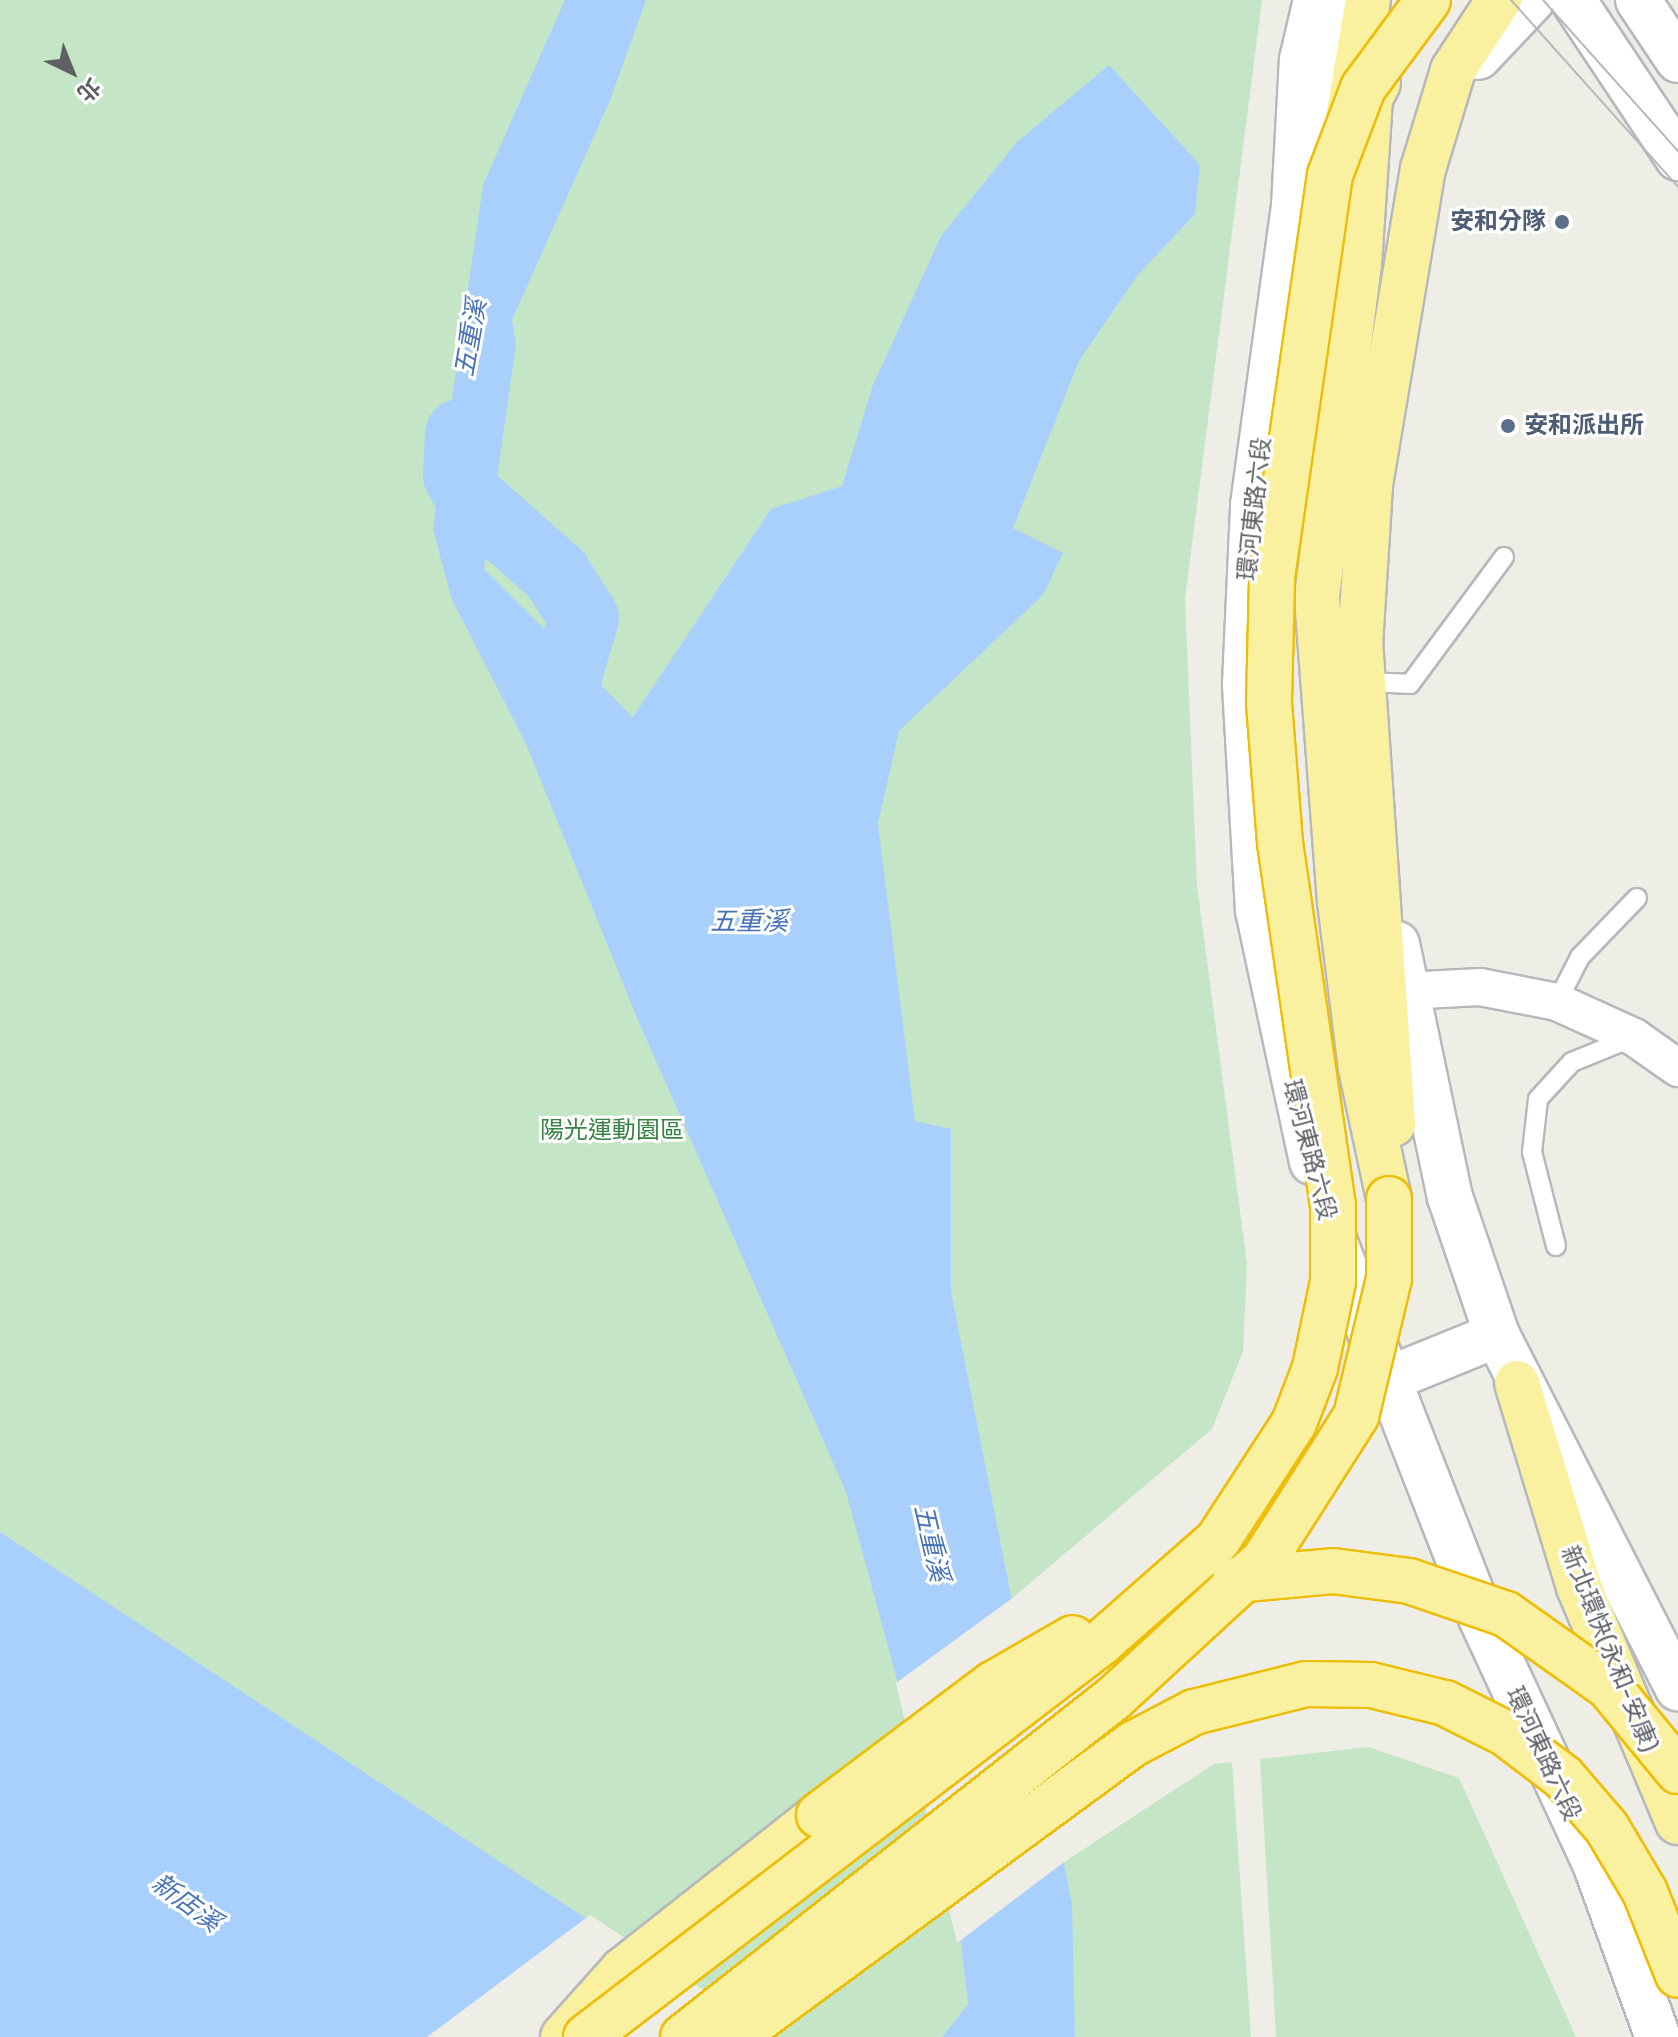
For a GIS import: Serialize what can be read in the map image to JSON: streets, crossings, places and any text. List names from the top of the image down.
{
  "streets": {
    "highway": ["新北環快(永和-安康)"],
    "main road": ["環河東路六段"]
  },
  "water": ["五重溪", "新店溪"],
  "parks": ["陽光運動園區"],
  "places": ["安和分隊", "安和派出所"],
  "north": "bottom right"
}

# # # # #

What needs to be done -
Although the material contains pictures, only the lines are to be written out, exactly as they stand.

Completed task -
For a GIS import: Serialize what can be read in the map image to JSON: streets, crossings, places and any text. List names from the top of the image down.
{
  "streets": {
    "highway": ["新北環快(永和-安康)"],
    "main road": ["環河東路六段"]
  },
  "water": ["五重溪", "新店溪"],
  "parks": ["陽光運動園區"],
  "places": ["安和分隊", "安和派出所"],
  "north": "bottom right"
}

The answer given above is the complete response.